2020年児童書部門ベストセラー1位(日販・トーハン調べ)、累計売上69万部の『こども六法』(弘文堂)。異例の大ヒットとなり、コミカライズ版も刊行されました。『こども六法』著者で漫画版『まんが こども六法 開廷! こども裁判』(講談社)原案の山崎聡一郎さんに、法律的な観点から見る「いじめ」への考え方や、親ができることについて話を聞きました。

山崎聡一郎さん
【プロフィール】
山崎聡一郎(やまさき・そういちろう)
教育研究者・俳優・写真家。慶應義塾大学SFC研究所所員。
慶應義塾大学総合政策学部卒業。一橋大学大学院社会学研究科修士課程修了。修士(社会学)。研究テーマは「法教育を通じたいじめ問題解決」。著書に「こども六法」(弘文堂)がある。法と教育学会正会員、日本学生法教育連合会正会員。
 

被害者はいじめの証拠を集めるべき?

――漫画版1話は、「いじめ」に関するお話でしたね。悪口が犯罪に該当する可能性があるというのが印象的でした。

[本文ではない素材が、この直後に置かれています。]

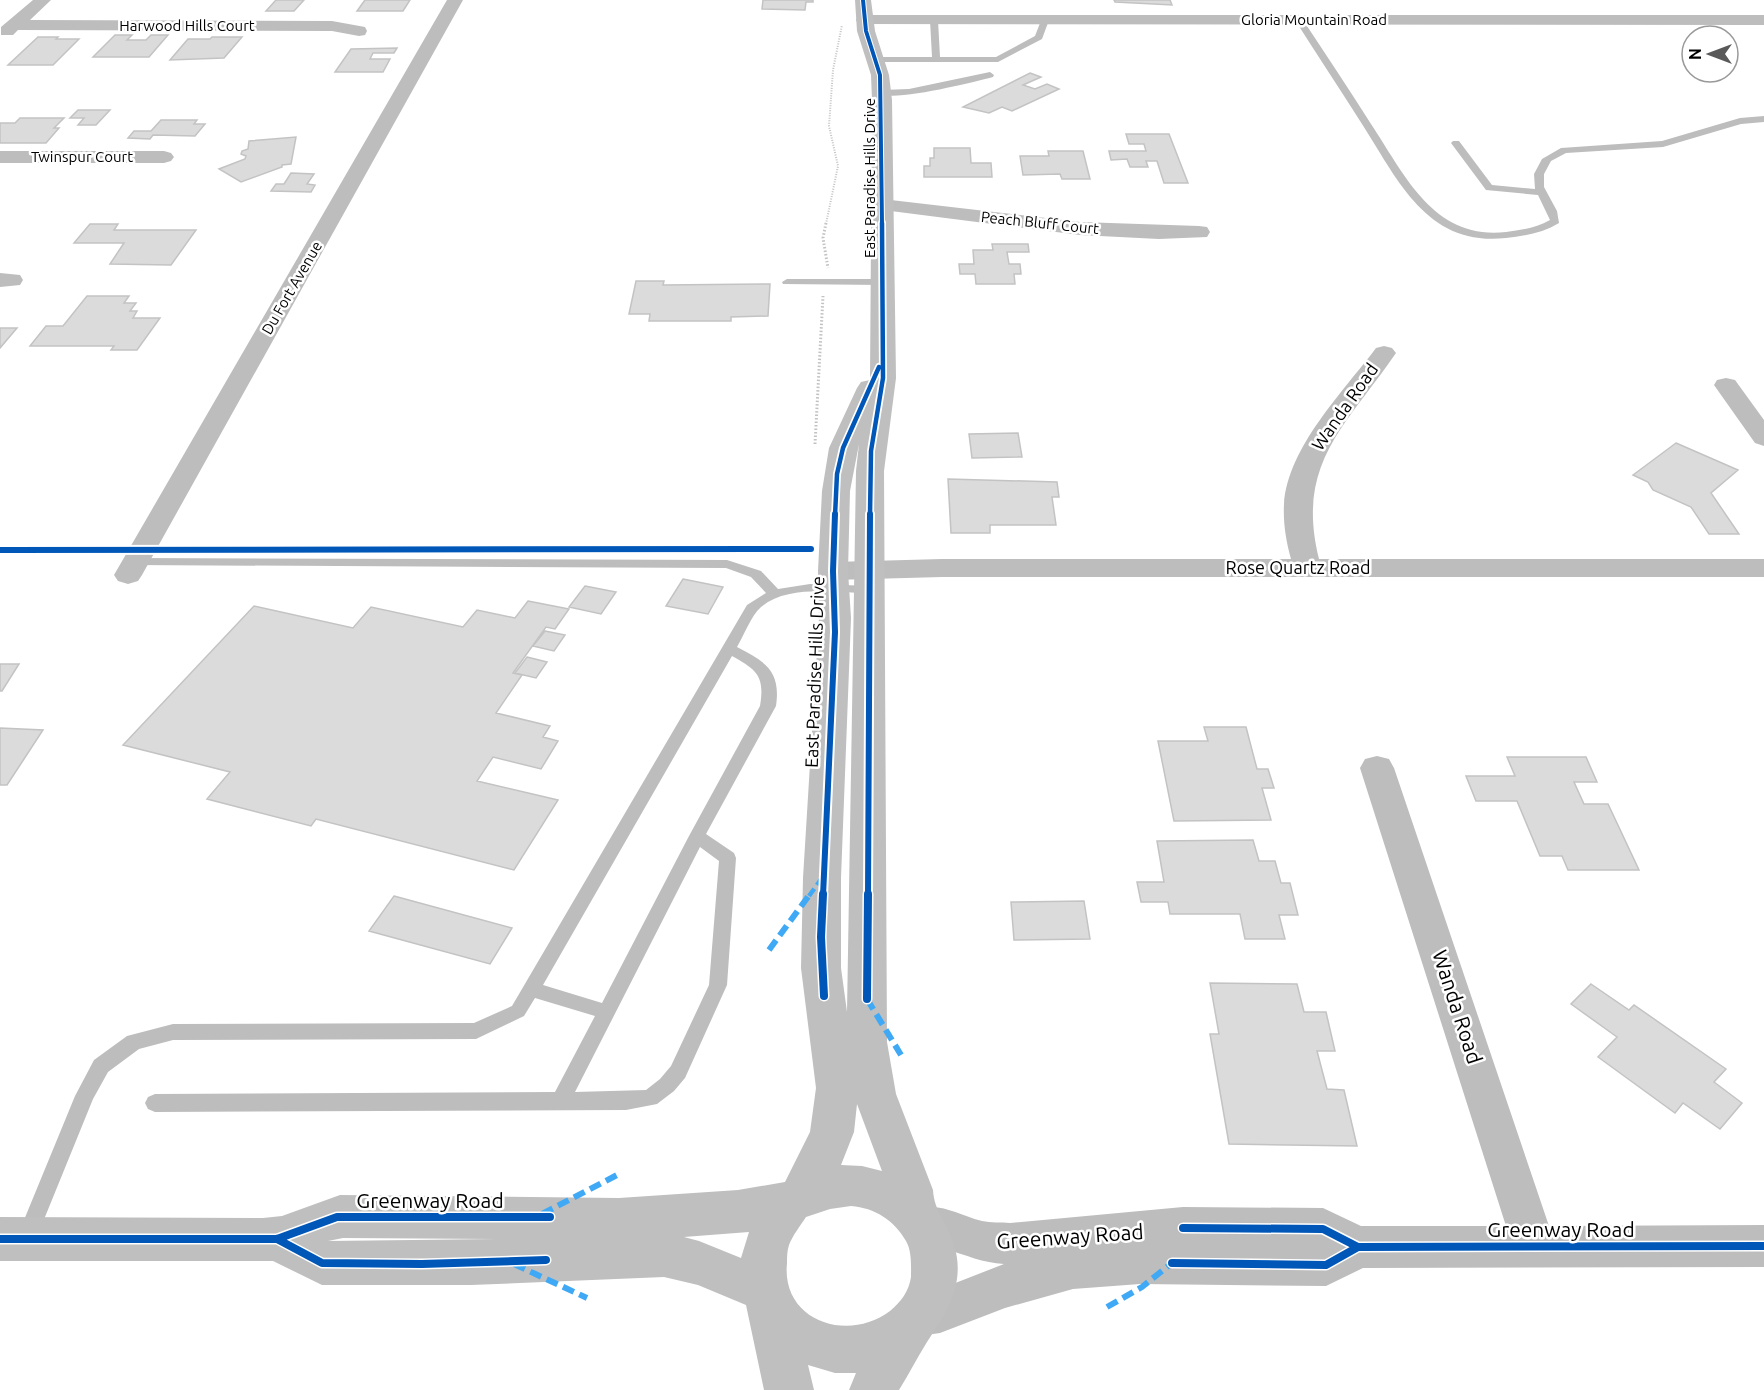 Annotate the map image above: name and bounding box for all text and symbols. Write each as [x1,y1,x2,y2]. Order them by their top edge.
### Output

相手を身体的に傷つけるだけじゃなく、名誉感情や信用を傷つける行為も犯罪になる可能性があるんです。皆の前で「あいつは嘘つきだ」と具体的に言った場合は名誉毀損罪で、これは本当に相手が嘘つきかどうかは関係ありません。「真実だから悪口を言っていい」というわけじゃないんです。また「バカ」など曖昧な言葉で相手を貶めた場合は侮辱罪になります。

――この話では主人公の日記が、裁判で証拠として提出されていました。

日記やSNSのスクショが、裁判で証拠として決め手になることはあります。それは大人にいじめ被害を訴える時にも有効です。ただ、被害者に「いじめの証拠を集めろ」なんてナンセンス。本来は大人がやるべきことなんです。

でも現実には先生は証拠がないと動きにくい場合もありますし、あった方が早く解決に近づきます。だから無理にとは言わないけど、あったらより良いよ、という言い方をしています。